La pagode de Thiên Tru se pare de ses plus beaux apparats pour le pèlerinage qui suit le Têt. |
La pagode Huong, appelée aussi la pagode des Parfums, se trouve à quelque 70 km au Sud de Hanoi. C’est un complexe de pagodes construites à même le flanc de la montagne. Le lieu est perdu au milieu de nulle part, mais il fait toujours partie de la capitale, qui s’est agrandie en 2008, pour tripler sa superficie. C’est donc en bus de ville que je mènerai mon expédition. Ma première dans les transports publics vietnamiens. Après deux mois passés dans la capitale, il était temps. Finalement pas de quoi en faire toute une histoire. Excepté peut-être deux petites particularités non négligeables à connaître. On ne prend pas son ticket auprès du chauffeur comme dans beaucoup d’autres pays. On s’assied (si on peut) et un préposé vient vous réclamer son dû. Pas très économique comme méthode mais la fraude est impossible. Et cela crée de l’emploi. Moi évidemment, en bonne française qui se respecte, j’ai demandé le prix au conducteur avec mon accent à couper au couteau. Tous les passagers ont bien ri. Deuxième originalité : les noms des arrêts ne sont pas inscrits aux stations. Très pratique quand on ne connaît pas la ville.
Deux amies vietnamiennes me rejoignent ensuite pour partir vers cette nouvelle découverte. Plus de places assises pour faire les deux heures trente de route. Qu’à cela ne tienne, tabourets à l’appui au milieu de l’engin, nous voilà partis, dans un confort quelque peu spartiate.

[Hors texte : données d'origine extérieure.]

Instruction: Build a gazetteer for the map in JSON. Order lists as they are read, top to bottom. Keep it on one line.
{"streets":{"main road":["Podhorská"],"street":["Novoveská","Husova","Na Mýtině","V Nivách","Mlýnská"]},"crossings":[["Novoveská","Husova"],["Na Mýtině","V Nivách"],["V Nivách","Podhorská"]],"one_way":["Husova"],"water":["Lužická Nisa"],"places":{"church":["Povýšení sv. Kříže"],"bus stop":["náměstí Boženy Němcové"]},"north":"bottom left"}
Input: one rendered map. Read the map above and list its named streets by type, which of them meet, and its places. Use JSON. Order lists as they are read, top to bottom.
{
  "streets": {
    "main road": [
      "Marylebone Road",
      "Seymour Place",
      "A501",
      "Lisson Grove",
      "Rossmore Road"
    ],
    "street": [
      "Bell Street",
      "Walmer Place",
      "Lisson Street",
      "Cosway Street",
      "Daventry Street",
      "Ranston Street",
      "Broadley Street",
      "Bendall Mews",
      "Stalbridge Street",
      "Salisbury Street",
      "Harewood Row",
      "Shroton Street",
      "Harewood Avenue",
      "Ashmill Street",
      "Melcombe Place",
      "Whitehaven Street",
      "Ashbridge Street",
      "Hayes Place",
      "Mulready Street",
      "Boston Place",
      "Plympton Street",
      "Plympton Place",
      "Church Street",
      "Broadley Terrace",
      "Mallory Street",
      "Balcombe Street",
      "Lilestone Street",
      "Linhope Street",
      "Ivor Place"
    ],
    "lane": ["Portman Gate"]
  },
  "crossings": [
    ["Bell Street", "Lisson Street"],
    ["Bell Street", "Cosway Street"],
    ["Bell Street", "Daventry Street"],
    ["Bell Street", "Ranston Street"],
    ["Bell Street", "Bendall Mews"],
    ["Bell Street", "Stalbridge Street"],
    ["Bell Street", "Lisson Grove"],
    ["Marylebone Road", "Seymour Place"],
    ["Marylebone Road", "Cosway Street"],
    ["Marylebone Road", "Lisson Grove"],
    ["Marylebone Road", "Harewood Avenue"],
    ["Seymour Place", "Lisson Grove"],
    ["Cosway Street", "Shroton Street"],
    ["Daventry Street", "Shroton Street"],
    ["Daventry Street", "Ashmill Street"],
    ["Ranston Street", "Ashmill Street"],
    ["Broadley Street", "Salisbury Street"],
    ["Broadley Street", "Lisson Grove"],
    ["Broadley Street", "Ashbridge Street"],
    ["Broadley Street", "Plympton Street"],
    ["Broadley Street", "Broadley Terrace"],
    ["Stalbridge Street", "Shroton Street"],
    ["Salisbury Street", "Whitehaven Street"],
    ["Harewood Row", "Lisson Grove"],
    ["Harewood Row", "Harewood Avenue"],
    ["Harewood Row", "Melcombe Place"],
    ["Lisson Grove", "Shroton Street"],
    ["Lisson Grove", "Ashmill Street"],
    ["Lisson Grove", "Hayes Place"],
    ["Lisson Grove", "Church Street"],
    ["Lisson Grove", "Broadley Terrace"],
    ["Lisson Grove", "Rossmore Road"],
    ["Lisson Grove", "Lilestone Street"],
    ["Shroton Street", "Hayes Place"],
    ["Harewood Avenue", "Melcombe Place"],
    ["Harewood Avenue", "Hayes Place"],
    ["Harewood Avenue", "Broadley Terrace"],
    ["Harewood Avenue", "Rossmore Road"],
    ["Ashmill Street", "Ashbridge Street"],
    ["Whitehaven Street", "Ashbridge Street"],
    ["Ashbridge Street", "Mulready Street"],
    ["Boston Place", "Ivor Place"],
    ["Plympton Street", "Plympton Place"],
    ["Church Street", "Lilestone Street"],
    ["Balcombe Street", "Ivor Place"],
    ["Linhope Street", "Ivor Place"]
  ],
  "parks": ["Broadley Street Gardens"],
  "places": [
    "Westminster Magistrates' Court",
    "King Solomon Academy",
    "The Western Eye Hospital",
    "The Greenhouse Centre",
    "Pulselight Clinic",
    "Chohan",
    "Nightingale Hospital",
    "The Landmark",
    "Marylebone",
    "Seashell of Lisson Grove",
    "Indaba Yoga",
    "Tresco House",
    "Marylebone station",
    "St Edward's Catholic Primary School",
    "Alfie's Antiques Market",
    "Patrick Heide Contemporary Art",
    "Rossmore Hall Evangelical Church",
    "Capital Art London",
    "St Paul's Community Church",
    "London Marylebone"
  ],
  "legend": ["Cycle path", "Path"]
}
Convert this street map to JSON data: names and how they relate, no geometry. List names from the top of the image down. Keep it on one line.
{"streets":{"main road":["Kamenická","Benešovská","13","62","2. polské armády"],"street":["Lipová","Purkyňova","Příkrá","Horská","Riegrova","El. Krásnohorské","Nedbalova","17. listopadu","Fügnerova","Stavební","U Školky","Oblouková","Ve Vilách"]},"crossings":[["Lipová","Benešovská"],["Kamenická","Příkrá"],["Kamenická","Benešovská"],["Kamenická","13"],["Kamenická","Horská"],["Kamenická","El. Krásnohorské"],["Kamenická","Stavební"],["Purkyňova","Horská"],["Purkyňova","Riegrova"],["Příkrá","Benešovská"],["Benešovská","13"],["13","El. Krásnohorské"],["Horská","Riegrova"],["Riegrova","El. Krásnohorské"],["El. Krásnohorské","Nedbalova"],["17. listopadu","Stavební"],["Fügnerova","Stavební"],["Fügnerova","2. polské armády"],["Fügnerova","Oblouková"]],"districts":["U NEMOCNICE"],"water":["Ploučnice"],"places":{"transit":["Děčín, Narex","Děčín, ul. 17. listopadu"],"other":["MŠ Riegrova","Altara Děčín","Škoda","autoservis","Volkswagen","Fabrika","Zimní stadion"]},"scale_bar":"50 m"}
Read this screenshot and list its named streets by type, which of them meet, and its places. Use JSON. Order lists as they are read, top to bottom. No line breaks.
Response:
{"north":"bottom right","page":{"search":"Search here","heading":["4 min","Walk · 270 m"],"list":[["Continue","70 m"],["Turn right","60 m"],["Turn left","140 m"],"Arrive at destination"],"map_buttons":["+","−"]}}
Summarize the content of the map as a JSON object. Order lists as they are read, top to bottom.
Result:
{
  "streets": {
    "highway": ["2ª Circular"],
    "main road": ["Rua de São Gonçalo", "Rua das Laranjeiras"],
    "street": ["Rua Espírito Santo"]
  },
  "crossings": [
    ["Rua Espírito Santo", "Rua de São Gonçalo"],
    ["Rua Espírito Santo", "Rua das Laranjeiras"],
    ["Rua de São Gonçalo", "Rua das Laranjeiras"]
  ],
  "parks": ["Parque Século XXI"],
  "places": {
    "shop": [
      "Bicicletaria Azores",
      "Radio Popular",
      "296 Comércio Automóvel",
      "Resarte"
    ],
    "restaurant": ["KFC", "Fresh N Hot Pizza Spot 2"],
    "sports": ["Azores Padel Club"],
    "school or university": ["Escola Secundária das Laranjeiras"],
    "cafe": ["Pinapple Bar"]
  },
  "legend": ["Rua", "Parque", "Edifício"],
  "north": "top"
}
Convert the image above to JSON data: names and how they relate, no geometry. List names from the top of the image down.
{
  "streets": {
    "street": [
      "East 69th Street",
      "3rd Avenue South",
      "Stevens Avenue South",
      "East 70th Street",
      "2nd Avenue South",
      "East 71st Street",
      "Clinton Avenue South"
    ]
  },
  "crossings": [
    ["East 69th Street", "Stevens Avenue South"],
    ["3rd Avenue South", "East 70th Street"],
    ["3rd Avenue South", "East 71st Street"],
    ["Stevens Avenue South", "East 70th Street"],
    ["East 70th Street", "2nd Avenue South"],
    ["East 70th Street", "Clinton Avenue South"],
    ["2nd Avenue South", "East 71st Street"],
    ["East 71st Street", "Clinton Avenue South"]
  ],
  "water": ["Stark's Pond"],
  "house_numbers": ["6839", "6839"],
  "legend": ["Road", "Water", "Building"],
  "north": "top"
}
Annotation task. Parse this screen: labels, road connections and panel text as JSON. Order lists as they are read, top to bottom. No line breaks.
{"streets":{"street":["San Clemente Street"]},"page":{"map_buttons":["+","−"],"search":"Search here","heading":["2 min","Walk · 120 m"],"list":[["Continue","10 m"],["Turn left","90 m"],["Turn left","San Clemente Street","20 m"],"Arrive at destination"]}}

Avec des Vietnamiennes pour éviter des déboires
La grande grotte de la pagode des parfums, nichée dans la montagne. |
Arrivés sur place, les xe ôm (motos taxis) locaux sont encore et toujours là pour nous accueillir avec leur sourire intéressé. Ils proposent de nous emmener à la pagode pour 10.000 dôngs. Située à deux kilomètres, selon leurs dires. Nous choisissons d’y aller à pied. Il n’y en avait même pas un seul. On les reconnaît bien là.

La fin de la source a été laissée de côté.